Digital Video DecodedFirst published in 1997. NOTE: This article is more than ten years old! It's out of date!
Don't copy and paste it into your homework! Last modified 03-Dec-2011.
The rise of digital video editing and recording has brought two parts of the high technology world together. The computer geeks have found themselves reading the same catalogues as the video experts, and both are finding that their expertise in one field doesn’t necessarily transfer to the strange, hybrid world of digital vide. This article’s aimed at getting both groups up to speed, by discussing things that computer and video experts, respectively, take for granted as common knowledge.
Computer folks know what resolution is. If your monitor’s set to show 800 by 600 pixels, you know for a fact that that’s EXACTLY what you get. And yes, you can point to a single pixel, though it may take a magnifying glass to do it.
Analogue video is fuzzier, in the literal as well as the conceptual sense. Its horizontal resolution can be defined in terms of the maximum number of alternating vertical black and white lines that can be displayed without becoming unacceptably blurred, but only after you decide when adjacent lines are to be regarded as "unacceptably blurred". Nobody has ever reached a consensus on how to do that.
A better way to measure analogue video resolution is with bandwidth.
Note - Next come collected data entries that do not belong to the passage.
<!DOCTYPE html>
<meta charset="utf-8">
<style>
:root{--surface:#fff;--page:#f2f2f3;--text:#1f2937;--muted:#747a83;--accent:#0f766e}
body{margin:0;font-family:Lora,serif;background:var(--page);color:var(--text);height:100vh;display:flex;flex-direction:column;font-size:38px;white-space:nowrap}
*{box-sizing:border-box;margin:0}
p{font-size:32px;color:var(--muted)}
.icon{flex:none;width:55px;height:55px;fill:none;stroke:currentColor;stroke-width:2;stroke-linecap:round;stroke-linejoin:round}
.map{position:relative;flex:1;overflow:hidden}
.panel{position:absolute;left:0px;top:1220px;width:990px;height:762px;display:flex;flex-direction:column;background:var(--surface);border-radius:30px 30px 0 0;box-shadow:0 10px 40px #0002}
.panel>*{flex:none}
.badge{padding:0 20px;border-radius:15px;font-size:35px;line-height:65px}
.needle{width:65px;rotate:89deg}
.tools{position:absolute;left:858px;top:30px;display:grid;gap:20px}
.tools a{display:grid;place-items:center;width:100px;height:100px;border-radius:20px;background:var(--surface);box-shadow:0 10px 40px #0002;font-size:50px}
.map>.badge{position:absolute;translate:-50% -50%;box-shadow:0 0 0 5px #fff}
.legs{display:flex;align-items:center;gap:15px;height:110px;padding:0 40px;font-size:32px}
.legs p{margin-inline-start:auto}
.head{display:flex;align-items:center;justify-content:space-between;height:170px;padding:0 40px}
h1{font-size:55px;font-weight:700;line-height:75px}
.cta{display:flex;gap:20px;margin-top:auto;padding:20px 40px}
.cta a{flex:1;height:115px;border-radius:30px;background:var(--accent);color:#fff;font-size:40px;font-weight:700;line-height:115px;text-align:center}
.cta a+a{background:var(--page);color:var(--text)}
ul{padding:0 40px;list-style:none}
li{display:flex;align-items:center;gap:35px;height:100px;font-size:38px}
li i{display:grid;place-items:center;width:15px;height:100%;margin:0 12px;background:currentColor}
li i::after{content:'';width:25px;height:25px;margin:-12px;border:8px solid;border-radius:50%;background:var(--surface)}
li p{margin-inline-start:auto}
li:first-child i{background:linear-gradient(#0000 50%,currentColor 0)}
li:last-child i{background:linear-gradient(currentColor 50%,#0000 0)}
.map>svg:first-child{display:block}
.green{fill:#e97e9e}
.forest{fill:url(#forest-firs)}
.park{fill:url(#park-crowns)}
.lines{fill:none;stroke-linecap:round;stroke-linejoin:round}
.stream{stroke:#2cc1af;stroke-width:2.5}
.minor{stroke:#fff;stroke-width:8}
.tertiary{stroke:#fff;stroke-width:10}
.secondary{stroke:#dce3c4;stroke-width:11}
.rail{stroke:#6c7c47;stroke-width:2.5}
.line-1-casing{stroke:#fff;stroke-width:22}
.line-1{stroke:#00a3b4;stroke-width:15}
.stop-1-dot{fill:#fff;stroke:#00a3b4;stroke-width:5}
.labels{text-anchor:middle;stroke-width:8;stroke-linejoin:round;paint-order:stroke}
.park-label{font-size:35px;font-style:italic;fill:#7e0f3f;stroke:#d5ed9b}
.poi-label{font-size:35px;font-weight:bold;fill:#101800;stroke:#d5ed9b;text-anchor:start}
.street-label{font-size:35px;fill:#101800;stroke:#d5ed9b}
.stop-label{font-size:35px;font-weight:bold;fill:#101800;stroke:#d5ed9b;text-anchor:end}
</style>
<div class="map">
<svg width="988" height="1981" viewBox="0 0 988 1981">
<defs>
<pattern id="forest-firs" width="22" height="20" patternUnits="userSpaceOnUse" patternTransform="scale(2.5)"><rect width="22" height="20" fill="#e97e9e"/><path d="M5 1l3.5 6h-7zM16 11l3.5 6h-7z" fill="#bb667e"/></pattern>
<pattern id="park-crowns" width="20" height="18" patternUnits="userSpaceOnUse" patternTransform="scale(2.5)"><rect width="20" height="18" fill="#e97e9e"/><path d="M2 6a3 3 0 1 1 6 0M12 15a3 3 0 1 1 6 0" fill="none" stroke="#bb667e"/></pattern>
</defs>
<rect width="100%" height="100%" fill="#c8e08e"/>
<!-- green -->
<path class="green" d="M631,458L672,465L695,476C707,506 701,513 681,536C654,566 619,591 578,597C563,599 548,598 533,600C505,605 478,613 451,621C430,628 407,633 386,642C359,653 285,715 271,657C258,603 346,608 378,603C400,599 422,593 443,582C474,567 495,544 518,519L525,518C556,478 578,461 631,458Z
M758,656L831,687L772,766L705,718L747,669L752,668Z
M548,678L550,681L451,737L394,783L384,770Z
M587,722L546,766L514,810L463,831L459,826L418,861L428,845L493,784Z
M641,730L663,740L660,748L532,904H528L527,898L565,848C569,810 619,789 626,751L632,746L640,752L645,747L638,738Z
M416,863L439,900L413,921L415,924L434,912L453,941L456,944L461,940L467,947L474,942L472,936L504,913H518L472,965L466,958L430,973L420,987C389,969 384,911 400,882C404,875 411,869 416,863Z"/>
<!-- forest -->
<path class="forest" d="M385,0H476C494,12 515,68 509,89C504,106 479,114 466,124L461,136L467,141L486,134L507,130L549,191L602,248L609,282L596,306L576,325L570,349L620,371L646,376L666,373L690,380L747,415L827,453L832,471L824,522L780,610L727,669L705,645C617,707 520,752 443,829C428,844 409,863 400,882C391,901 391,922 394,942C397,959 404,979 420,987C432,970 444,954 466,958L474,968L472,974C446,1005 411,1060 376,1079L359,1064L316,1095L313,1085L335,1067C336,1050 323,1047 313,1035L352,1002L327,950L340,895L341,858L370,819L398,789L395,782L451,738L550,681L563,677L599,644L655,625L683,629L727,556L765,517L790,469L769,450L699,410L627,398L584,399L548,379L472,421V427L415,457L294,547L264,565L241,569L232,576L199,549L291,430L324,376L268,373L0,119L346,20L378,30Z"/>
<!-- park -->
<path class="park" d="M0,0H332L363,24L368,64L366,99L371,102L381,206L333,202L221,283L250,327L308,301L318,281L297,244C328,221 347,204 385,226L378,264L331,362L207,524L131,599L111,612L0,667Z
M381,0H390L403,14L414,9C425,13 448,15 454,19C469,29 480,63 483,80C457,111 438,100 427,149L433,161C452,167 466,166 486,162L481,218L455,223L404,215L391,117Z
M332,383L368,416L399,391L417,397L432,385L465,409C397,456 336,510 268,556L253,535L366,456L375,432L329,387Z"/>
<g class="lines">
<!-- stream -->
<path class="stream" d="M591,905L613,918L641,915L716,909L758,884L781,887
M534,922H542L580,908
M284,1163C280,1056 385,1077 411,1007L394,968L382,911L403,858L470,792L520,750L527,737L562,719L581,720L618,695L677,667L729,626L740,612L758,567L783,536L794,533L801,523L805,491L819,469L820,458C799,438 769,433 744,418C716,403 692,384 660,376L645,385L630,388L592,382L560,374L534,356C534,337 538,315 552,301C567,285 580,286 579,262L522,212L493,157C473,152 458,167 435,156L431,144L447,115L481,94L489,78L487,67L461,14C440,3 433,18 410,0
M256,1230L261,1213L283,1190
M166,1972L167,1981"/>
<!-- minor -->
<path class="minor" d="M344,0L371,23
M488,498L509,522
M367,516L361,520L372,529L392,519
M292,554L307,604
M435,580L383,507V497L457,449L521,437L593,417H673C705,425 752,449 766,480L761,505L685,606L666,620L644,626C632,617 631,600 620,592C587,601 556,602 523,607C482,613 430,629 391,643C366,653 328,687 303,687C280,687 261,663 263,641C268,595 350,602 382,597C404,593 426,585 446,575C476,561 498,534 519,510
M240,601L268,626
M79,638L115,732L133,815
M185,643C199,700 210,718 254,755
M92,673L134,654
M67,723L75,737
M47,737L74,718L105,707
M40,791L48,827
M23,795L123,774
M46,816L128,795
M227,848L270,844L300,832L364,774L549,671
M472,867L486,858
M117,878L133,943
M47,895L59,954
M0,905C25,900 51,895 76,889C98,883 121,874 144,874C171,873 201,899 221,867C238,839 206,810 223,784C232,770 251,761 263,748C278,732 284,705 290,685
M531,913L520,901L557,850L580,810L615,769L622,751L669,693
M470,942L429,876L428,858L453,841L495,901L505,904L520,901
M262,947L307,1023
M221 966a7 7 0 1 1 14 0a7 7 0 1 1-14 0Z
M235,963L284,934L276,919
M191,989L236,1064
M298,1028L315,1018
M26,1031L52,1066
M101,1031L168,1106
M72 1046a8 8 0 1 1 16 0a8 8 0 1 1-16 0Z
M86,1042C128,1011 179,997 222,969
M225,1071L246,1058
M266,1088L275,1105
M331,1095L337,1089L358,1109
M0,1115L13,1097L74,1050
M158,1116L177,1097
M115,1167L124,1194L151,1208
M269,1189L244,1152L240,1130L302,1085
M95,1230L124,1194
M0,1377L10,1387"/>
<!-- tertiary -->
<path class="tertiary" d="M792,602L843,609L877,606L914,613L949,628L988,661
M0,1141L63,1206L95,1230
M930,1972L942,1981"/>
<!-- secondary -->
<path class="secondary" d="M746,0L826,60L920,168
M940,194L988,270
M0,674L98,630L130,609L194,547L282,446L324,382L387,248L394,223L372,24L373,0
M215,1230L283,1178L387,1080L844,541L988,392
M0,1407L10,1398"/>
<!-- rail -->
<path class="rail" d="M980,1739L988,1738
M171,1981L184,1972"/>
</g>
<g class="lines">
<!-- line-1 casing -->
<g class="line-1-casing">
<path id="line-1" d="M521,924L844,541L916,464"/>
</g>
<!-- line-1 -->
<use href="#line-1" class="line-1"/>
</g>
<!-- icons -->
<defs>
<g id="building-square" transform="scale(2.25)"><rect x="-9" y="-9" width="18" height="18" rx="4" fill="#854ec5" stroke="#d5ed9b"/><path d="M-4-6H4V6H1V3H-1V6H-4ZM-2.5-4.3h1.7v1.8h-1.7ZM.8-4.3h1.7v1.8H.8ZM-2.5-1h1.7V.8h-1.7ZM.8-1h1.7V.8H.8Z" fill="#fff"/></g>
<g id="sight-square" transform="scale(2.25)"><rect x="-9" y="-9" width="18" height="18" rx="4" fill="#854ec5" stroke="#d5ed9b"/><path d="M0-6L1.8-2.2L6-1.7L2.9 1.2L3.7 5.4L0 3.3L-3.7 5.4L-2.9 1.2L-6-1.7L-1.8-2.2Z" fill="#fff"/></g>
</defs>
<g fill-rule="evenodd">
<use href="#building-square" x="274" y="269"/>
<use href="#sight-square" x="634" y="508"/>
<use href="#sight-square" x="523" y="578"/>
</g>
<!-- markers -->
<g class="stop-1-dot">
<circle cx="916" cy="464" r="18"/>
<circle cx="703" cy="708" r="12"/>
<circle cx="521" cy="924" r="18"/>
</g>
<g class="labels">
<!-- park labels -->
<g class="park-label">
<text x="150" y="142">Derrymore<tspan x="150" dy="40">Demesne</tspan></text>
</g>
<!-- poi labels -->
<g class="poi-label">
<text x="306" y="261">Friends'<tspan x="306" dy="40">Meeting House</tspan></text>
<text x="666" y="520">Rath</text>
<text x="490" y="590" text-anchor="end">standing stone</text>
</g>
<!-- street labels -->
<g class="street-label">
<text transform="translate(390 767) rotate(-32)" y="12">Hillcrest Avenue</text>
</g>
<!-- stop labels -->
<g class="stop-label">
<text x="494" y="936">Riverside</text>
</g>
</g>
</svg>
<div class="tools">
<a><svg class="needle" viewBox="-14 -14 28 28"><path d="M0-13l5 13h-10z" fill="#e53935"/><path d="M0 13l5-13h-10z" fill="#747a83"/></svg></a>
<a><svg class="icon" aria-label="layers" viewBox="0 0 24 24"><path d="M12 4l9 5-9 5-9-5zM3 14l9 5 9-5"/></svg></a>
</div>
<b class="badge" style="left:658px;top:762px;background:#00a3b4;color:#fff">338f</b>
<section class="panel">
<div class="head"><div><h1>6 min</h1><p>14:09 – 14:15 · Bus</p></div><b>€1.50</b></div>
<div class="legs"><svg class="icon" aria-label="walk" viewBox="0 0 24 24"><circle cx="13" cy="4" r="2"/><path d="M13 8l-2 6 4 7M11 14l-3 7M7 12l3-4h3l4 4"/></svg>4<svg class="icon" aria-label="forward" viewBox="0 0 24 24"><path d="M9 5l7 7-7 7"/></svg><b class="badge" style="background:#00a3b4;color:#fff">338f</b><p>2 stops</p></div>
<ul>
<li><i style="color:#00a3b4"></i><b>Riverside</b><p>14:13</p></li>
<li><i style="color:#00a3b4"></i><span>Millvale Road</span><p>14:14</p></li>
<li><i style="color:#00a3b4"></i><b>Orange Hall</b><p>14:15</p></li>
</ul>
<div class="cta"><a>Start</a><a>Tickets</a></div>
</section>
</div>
Bandwidth, expressed in megahertz (MHz), is how much space the video signal takes up. For comparison purposes, you can use the bandwidth of the signal going to the monitor, without any fancy encoding such as is used to make video smaller on tape and easier to transmit, or you can use the smaller encoded bandwidth if you’re comparing identically encoded signals. Bandwidth can be accurately defined by saying that when a test signal recorded in the format is down one decibel (dB) in intensity on what it should be, there lies the edge of the signal bandwidth. This eliminates subjective judging of fuzzy black and white lines.
Fuzzy line estimates, however, are still in common use, because they tend to make for more impressive numbers – especially if you do the fuzzy-line estimate while drunk and squinting, then run the bandwidth-to-line resolution equation backwards and convert your highly optimistic line resolution estimate into an inflated bandwidth figure.
And then there’s vertical resolution. The vertical resolution of a video signal would seem to be firmly fixed – it's the number of scanlines, full stop, right? It Is Written that NTSC video has 525 lines interlaced at 60 fields (30 frames) per second, and PAL video has 625 lines similarly interlaced at 50 fields (25 frames) per second. But, of course, it’s not that simple.
Canonically, at standard overscan, 575 lines are visible in PAL and 485 in NTSC; the rest of the lines aren't used for video signals. The lost lines are where closed captioning lives, for instance, and a few are lost to the vertical blanking interval while the electron beam retraces to the top of the screen.
Of the lines that are used for video, some may not be clearly visible on a given monitor, you may see fewer if your vertical size control is set high, and lines may fall victim to a restricted-resolution storage format. Lines may also be doubled by funky TVs, which with digital jiggery-pokery can fool you into thinking you’re looking at genuine broadcast detail, not clever interpolation.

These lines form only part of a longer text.